Umm al-Darda taught a large number of students. One day a student asked her why she was so dedicated to teaching: Have we wearied you? On that she answered You (pl.) weary me? I have sought worship in everything. I did not find anything more relieving to me than sitting with scholars and exchanging knowledge with them.

===Views===
She was issued a fatwa, allowing women to pray in the same sitting position (tashahhud) as men.

Ahmad ibn Hanbal, related to Zayd ibn Aslam said:"Umm Darda would regularly be a guest of Abd al-Malik, and he would ask her questions about the Prophet, peace be upon him.
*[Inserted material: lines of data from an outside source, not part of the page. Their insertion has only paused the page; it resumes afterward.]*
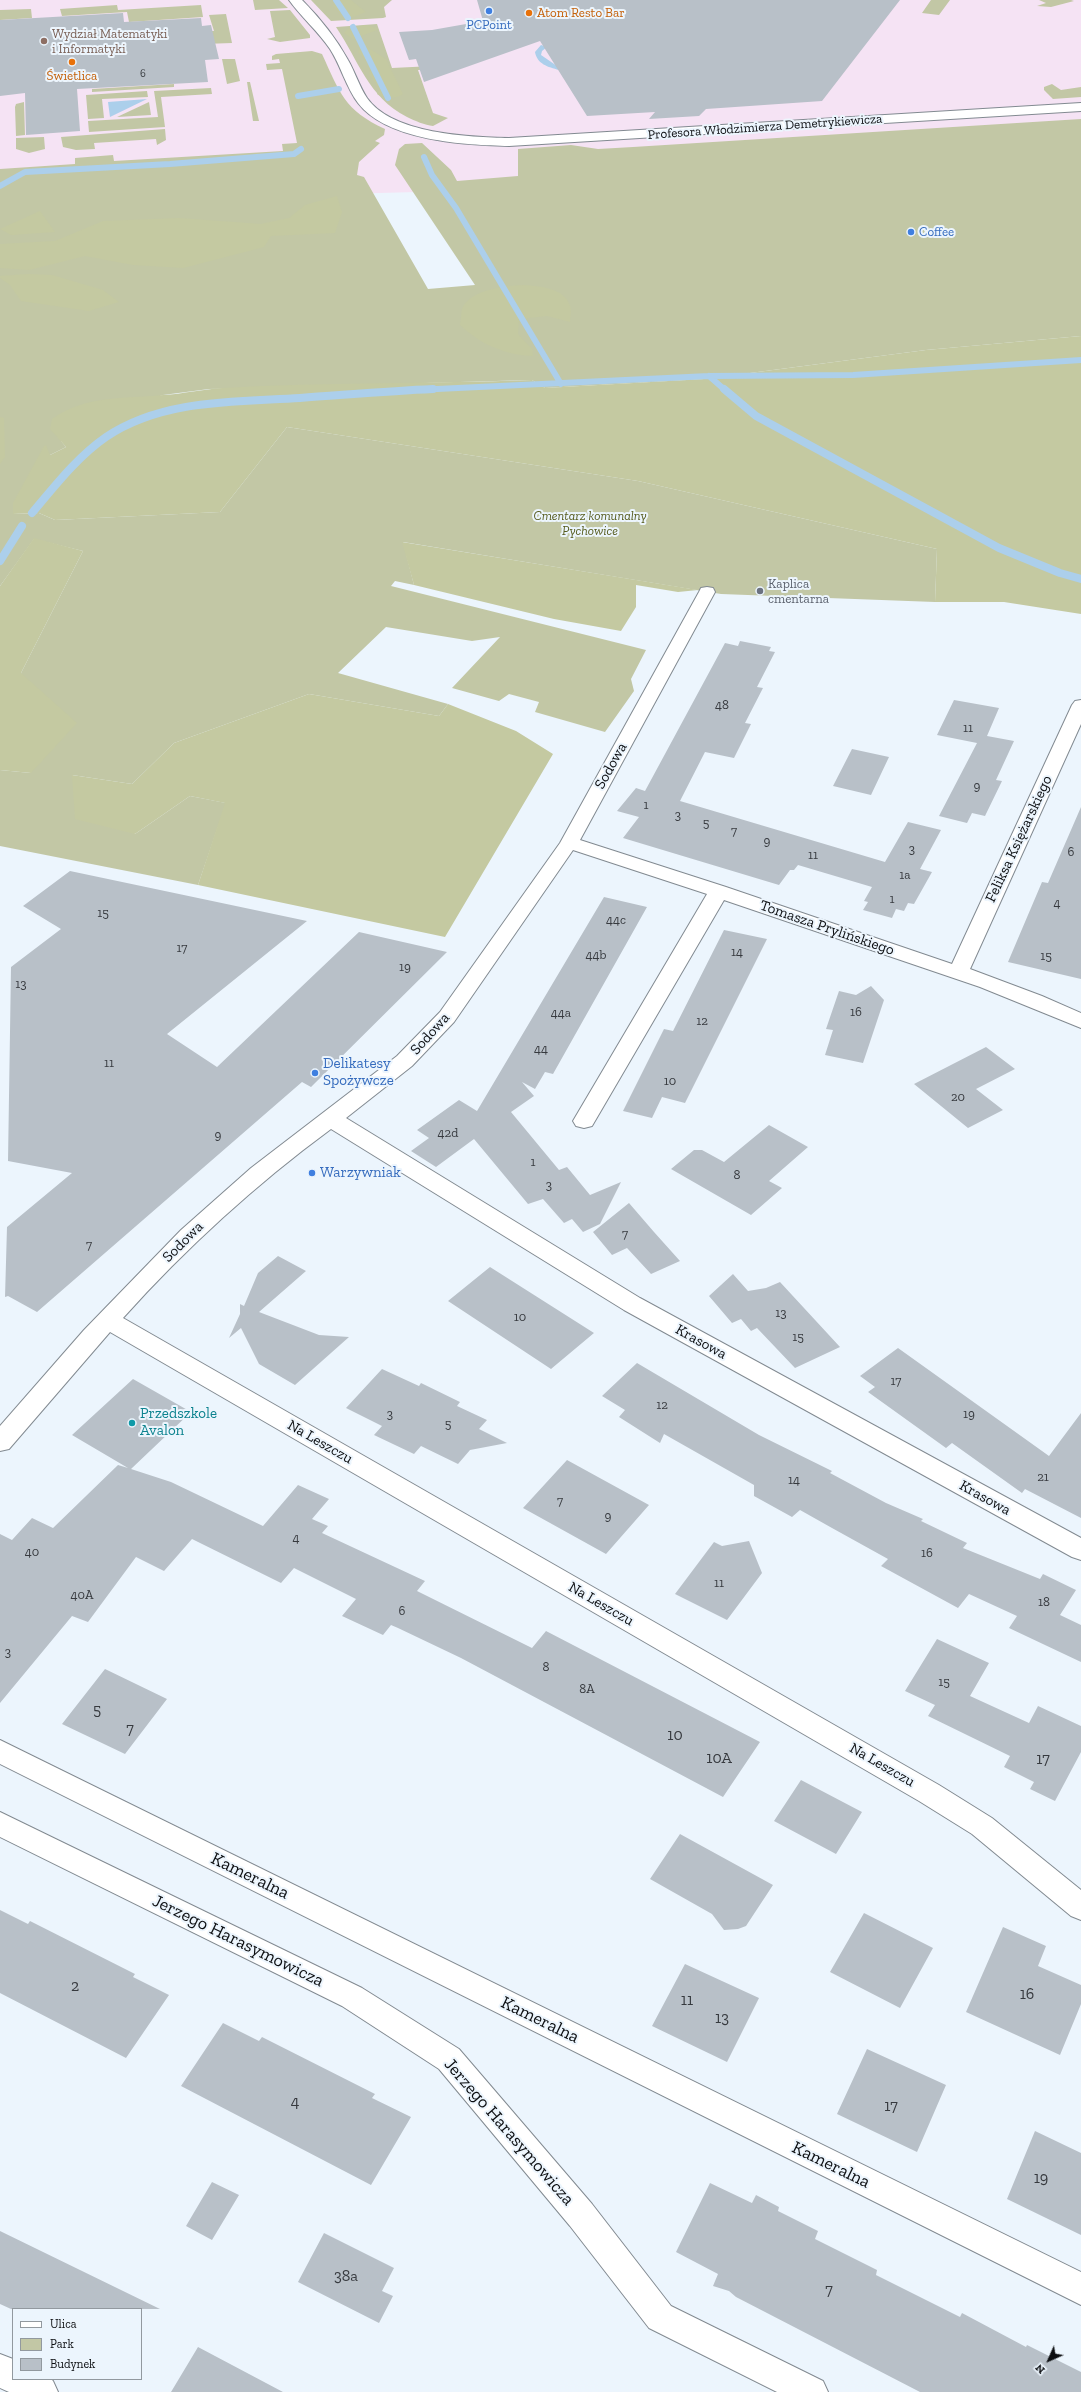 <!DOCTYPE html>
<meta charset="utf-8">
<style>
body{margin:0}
#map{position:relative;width:1081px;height:2392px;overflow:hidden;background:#ecf5fd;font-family:"Zilla Slab",serif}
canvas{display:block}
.legend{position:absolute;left:12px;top:2308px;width:130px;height:72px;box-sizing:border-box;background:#ecf5fd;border:1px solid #92999f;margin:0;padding:5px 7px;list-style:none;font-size:12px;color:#0c0e11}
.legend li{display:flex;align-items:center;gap:8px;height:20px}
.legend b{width:20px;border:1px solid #92999f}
.north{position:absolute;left:1029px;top:2340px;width:40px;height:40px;-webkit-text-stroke:3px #ecf5fd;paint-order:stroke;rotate:225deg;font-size:11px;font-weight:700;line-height:16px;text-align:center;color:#0c0e11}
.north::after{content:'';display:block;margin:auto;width:14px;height:18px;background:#0c0e11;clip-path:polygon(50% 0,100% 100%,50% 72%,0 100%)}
</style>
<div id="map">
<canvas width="1081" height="2392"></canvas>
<ul class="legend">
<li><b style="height:5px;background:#fff"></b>Ulica</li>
<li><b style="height:11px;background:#c2c7a5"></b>Park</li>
<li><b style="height:11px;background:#b8c0c8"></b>Budynek</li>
</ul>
<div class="north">N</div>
</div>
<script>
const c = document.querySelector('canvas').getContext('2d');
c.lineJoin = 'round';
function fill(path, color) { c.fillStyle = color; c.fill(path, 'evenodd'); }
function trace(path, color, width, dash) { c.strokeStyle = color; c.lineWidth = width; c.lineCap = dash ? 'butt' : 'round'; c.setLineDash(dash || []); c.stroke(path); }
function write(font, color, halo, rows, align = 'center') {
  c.font = font + ' "Zilla Slab",serif'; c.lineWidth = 4; c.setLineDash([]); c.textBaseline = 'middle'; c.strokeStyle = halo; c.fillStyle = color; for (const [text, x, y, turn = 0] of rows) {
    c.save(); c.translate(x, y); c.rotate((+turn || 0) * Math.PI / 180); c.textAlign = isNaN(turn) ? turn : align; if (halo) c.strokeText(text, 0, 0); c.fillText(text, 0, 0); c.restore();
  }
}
fill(new Path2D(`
 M0,0H1081V130L417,192L0,203Z`), '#f5e3f4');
fill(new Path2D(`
 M253,0H279L288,8L255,10Z
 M311,0H392L384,7L386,17L383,18L331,21Z
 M931,0H950L939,15L922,13Z
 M1039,0H1071L1074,1L1051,7L1037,6L1046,3Z
 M117,5L118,10L201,5L203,17L129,22L127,12L62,16L60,9Z
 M31,9L32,18L0,20V10Z
 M290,10L310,35V38L280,42L267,39L275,37L270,11Z
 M226,14L232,43L204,44L202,31H214L209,15Z
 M377,24L392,68L433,66L434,69L418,70L433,113L448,118L433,126C425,125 415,121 407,117C368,97 359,61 336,27Z
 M312,51L322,54C340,93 344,110 385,129L384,135L375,141L380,143L359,162L357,175L364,177L428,289L475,285L395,165L399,149L405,144L422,143L451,170L457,181L518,176V149L571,145L598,149L633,147L1081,119V336L926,350L704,379L545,388L532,380L209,389L163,395L77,422L61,441L66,447L50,455L13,514L39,513L55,520L220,512L287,427L638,481L937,549L935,602L721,594L403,542L414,585L395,581L391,586L646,650L631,679L634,691L605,732L535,712L539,702L509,694L499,701L452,688L500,637L472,641L386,627L338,673L448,704L439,716L309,694L174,743L132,784L72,775L135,834L190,796L226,803L198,885L0,846V770L31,773L21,673L83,551L34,539L0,586V169L75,164V158L113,155L114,161L283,151L282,144L297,143L282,69L267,70L266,64L280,63L279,59L272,60V56L276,54Z
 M222,59H235L240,81L227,84Z
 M247,82H250L259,121H253Z
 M174,84V87L92,92V89Z
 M1052,84L1061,90L1081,87V97L1053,99L1044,90V87Z
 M211,88L212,94L161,97L165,127L89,132L88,121L158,117L154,91Z
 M147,91L148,97L102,99L104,118L88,119L86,95Z
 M24,102L25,135L16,136L15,107L16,104Z
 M149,102L151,115L117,117Z
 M165,129L166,140L157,145L156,139L94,143L95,149L76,150L63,147L61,137Z
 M44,137L45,149L29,153L16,149V138Z`), '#c2c7a5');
fill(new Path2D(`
 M336,0H351L366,12L353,17H345L333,7Z
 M365,25L377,28V30L353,39L344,33L348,29Z
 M367,47L386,59L403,94C396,99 384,99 377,94L380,89L369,75L371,66L358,52L360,48Z
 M337,196L342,212L335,233L271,236L264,247L183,268L133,265L85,256L29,270L0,268V244L55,241L103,221L179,218L261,224L289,218L305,205Z
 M40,211L55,232L11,235L0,229Z
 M28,274L52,275L103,290L119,302L89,311L21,301L10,285L0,278V276Z
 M523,285C539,286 565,288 570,306C572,311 570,317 570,322L547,316L519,319L518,334L532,349L533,356C505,355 480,344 460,325C461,320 461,314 462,309C470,289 506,286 523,285Z
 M1081,336V614L1004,602H935L937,549L638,481L287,427L220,512L55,520L39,513L13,514V503L44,446L46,445L50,455L66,447L50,429L52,419C86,395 123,399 163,395C183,394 203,389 223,388C326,382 429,384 532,380L545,388L704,379L926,350Z
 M0,417L4,418L5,457L0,464Z
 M34,538L83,551L21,673L77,723L31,773L0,770V586Z
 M402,542L698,590L678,592L636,585V607L621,631L554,619L414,585Z
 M309,694L439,716L448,704L516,731L553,754L445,937L198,885L225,803L190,796L135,834L75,819L72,775L132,784L174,743Z`), '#c4c9a1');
fill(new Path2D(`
 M541,45L547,47L542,51L541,55L557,66L559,70C548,67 537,64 535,52Z
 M147,99L110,117L108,102Z`), '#accfeb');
trace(new Path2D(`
 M336,0L348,18
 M353,27L388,98
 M298,96L339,89
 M424,157L432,175L456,208L561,384
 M0,186L25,172L170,164L294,154L301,149
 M709,376L725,390
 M416,390L709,376L853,375L1081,360`), '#accfeb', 6);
trace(new Path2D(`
 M724,389L756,416L999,548L1060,573L1081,579
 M32,513C54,487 77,457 106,437C162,399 235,402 300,398C344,395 388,391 433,389
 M0,561L22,526`), '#accfeb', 8);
fill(new Path2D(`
 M477,0H900L822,101L706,109L699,116L649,119L655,112L587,116L540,41L424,82L416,59L409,60L399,32L432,30L483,21Z
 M123,13L124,22L201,18L202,26L211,25L219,59L205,60L208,82L77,89L80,131L26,135L25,93L0,96V20Z
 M740,641L771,647L769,651L775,652L757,687L763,688L745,723L751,724L734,758L705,752L680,801L885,862L908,822L941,830L920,869L932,872L914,904L908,903L904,911L896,909L892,918L863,910L868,902L864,901L872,887L798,865L794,870H790L779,885L623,838L639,817L617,811L636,788L645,791L725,643L738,646Z
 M954,700L999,708L987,736L1014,741L996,780L1002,781L985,816L972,813L967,823L939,816L977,743L937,735Z
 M852,749L889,757L871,795L833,786Z
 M1081,807V979L1008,962L1042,882L1048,883Z
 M70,871L307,921L167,1034L217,1067L359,932L447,952L311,1087L302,1082L37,1312L8,1296L5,1297L7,1227L72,1173L8,1161L11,967L61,929L23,906Z
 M604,897L647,907L553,1074L545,1072L535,1089L522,1082L534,1096L511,1112L559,1170L567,1167L590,1195L621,1182L600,1224L583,1232L572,1219L564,1223L543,1199L528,1204L474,1139L436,1167L411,1151L429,1138L417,1130L459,1100L477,1111Z
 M724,930L767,939L685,1103L662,1097L652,1118L623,1111L664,1029L673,1031Z
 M871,986L884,1000L863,1063L825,1055L833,1030L826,1029L839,991L856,995Z
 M986,1047L1015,1069L976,1089L1003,1110L968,1128L914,1084Z
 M769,1125L808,1147L769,1181L782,1188L751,1215L671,1169L694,1150H702L724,1162Z
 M629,1203L654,1232L680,1261L651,1274L627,1248L612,1255L593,1232Z
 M278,1256L306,1271L259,1312L319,1335L349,1337L295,1385L259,1364L241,1328L229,1338L240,1314V1304L244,1306L258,1273Z
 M490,1267L594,1333L551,1369L448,1301Z
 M733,1274L748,1291L766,1288L780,1282L840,1347L795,1368L757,1328L751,1331L741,1319L732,1323L709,1296Z
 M898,1348L1049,1456L1081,1413V1518L1025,1489L1022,1493L952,1443L946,1448L868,1392L875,1387L860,1376Z
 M637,1363L759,1435L832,1471L830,1473L886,1503L923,1519L921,1521L967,1543L963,1548L1040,1579L1043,1574L1076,1590L1060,1615L1081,1625V1662L1009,1628L1017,1616L969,1594L958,1608L881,1566L888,1559L832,1528L800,1510L792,1517L754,1496V1485L664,1434L660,1443L619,1417L625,1410L602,1396Z
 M382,1369L419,1386L421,1383L460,1402L457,1406L487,1420L479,1429L507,1443L470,1450L458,1464L421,1446L414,1454L374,1435L382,1426L346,1408Z
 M133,1379L191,1412L131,1469L171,1482L263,1526L298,1485L329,1499L312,1519L328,1526L322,1533L425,1581L417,1591L532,1648L546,1631L760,1742L723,1797L461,1658L398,1628L391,1625L383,1635L342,1616L356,1599L294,1568L281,1583L192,1539L164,1571L136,1557L88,1622L72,1616L0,1703V1534L12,1540L32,1518L53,1528L118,1465L128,1468L72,1435Z
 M567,1460L649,1505L606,1554L523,1508Z
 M749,1541L762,1573L727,1620L675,1594L714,1542L722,1546Z
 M937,1639L989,1663L970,1696L1029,1723L1038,1706L1081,1726V1752L1055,1801L1030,1789L1034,1782L1004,1767L1010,1756L928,1716L935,1705L905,1691Z
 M105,1669L167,1699L125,1754L62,1724Z
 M801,1780L862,1812L836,1854L774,1821Z
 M680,1834L773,1885L746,1926L738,1929L724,1930L712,1914L650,1879Z
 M0,1910L28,1924L30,1921L135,1974L133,1977L169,1995L126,2058L0,1993Z
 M864,1913L933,1948L900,2008L830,1972Z
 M1003,1927L1046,1946L1038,1966L1081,1985V2004L1060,2055L966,2012Z
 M685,1964L759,1998L727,2062L652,2026Z
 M223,2023L259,2041L262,2037L375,2094L372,2098L411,2117L371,2185L181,2086Z
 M867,2049L946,2085L917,2152L837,2114Z
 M1035,2131L1081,2153V2235L1007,2199Z
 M212,2182L239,2195L212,2240L186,2226Z
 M710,2183L752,2203L756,2195L779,2207L778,2211L818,2231L815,2239L877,2270L876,2275L960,2317L962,2313L1026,2347L1027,2345L1081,2372V2392H920L736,2297L729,2291L713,2286L718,2274L676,2252Z
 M0,2231L160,2309H11L0,2304Z
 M324,2233L394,2268L382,2291L393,2296L379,2323L298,2282Z
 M198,2347L283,2392H171Z`), '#b8c0c8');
const street = new Path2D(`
 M289,0H302C319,17 336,38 348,60C355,72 359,86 367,98C392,134 469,137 509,138L1081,103V111L509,146C465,145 387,141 358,103C346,87 341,66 330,49C318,31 301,17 289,0Z
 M707,587L713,588L715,592L580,840L726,887L952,964L1072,705L1075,701L1081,700V724L970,969L1042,996L1081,1013V1028L980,987L724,900L592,1126L584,1128L576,1126L573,1121L707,894L573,850L454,1022L412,1066L346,1118L640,1298L1081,1538V1560L1072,1557L624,1310L331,1129C255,1185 186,1248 123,1318L939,1785L992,1818L1081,1890V1920L1071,1916L972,1834L919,1801L110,1332L9,1449L0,1451V1426L84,1330L181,1230L251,1168L397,1056L440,1012L560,843L699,592L701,588Z
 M0,1740L1081,2272V2305L0,1764Z
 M0,1812L362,1988L459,2049L592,2204L671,2306L823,2381L828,2392H777L649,2328L570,2226L439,2069L342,2006L0,1837Z
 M0,2354L13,2359V2379H51L53,2381L58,2392H9L0,2388Z`);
trace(street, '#828a91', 2);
fill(street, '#fff');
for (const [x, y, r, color] of [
 [489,11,4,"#3f7fe0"],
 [529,13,4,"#e8710a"],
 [44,41,4,"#8d6e63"],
 [72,62,4,"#e8710a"],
 [911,232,4,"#3f7fe0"],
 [760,591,4,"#6b7280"],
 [315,1073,4,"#3f7fe0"],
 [312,1173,4,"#3f7fe0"],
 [132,1423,4,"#0f9aa8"]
]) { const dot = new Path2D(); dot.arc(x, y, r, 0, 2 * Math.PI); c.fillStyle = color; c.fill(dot); trace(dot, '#ecf5fd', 1.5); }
write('11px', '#373a3f', null, [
 ["6",143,74]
]);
write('13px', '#c56008', '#ecf5fd', [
 ["Atom Resto Bar",537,13],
 ["Świetlica",72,76,"center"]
], 'left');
write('13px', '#366cbe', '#ecf5fd', [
 ["PCPoint",489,25],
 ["Coffee",919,232,"left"]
]);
write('13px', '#785e54', '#ecf5fd', [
 ["Wydział Matematyki",52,34],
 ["i Informatyki",52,49]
], 'left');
write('13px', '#0c0e11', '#ecf5fd', [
 ["Profesora Włodzimierza Demetrykiewicza",765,127,-4]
]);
write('italic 13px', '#565b1d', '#ecf5fd', [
 ["Cmentarz komunalny",590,516],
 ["Pychowice",590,531]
]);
write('13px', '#5b616d', '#ecf5fd', [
 ["Kaplica",768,584],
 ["cmentarna",768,599]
], 'left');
write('13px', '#373a3f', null, [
 ["48",722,705],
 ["11",968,728],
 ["9",977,786],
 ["1",646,805],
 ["3",678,815],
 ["5",706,823],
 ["7",734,831],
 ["9",767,841],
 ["3",912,849],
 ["6",1071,852],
 ["11",813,855],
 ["1a",905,875],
 ["1",892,899],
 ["4",1057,903],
 ["15",103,913],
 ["44c",616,920],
 ["17",182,948],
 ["14",737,952],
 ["44b",596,955],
 ["15",1046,956],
 ["19",405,967],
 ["13",21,984],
 ["16",856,1012],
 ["44a",561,1013],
 ["12",702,1021],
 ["44",541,1049],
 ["11",109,1063],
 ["10",670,1081],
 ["20",958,1097],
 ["42d",448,1133],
 ["9",218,1135],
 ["1",533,1162],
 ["8",737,1175],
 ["3",549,1185],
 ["7",625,1234],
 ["7",89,1245],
 ["13",781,1313],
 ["10",520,1317],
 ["15",798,1337],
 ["17",896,1381],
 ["12",662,1405],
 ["3",390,1414],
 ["19",969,1414],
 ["5",448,1424],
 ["21",1043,1477],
 ["14",794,1480],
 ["7",560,1501],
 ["9",608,1516],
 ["4",296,1538],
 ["40",32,1552],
 ["16",927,1553],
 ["11",719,1583],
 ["40A",82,1595],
 ["18",1044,1602],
 ["6",402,1611],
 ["3",8,1652],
 ["8",546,1667],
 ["15",944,1682],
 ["8A",587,1689]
]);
write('15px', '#0c0e11', '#ecf5fd', [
 ["Sodowa",611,766,-61],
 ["Feliksa Księżarskiego",1019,839,-65],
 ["Tomasza Prylińskiego",827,928,19],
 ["Sodowa",430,1034,-48],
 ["Sodowa",183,1242,-45],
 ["Krasowa",701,1342,29],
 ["Na Leszczu",320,1442,30],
 ["Krasowa",985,1498,29],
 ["Na Leszczu",601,1604,30],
 ["Na Leszczu",882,1765,30]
]);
write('15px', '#366cbe', '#ecf5fd', [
 ["Delikatesy",323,1064],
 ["Spożywcze",323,1081],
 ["Warzywniak",320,1173]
], 'left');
write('15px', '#0d838f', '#ecf5fd', [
 ["Przedszkole",140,1414],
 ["Avalon",140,1431]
], 'left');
write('16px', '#373a3f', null, [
 ["5",97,1710],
 ["7",130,1729],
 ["10",675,1735],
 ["10A",719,1758],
 ["17",1043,1759],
 ["2",75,1986],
 ["16",1027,1994],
 ["11",687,2000],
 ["13",722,2018],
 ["4",295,2102],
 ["17",891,2106],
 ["19",1041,2178],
 ["38a",346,2276],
 ["7",829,2290]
]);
write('18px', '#0c0e11', '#ecf5fd', [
 ["Kameralna",250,1876,26],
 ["Jerzego Harasymowicza",238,1941,26],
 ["Kameralna",540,2020,26],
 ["Jerzego Harasymowicza",509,2132,49],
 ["Kameralna",831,2165,26]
]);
</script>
He said, 'He arose one night and called his maid. However, she wasn't fast enough for him, so he cursed her. In response, she said, "Do not curse, for Abud-Darda relayed to me that he heard the Messenger of Allah, peace be upon him, say, 'Those who curse will not be witnesses or interceders on the Day of Judgement.' " ' "
She was regarded by Ibrahim ibn Abi Ablah as a pious and modest woman. In Ibn 'Asakir 's Ta'rikh madinat Dimashq, Tarajim al-nisa wrote that: "I saw Umm al-Darda in Jerusalem sitting among poor women. A man came and gave some money to them. He gave Umm al-Darda a fals (a copper). She said to her servant: Buy camel meat with it. Is not that money sadaqah? Umm al-Darda said: it came to us unasked."

==Legacy==
Umm al-Darda was held by Iyas ibn Mu'awiya, an important traditionist of the time and a judge of undisputed ability and merit, to be superior to all the other traditionists of the period, including the celebrated masters of hadith like Hasan al-Basri and Ibn Sirin.

A centre for teaching the Quran, hifz and tajwid to women has been established in Bahrain in her name.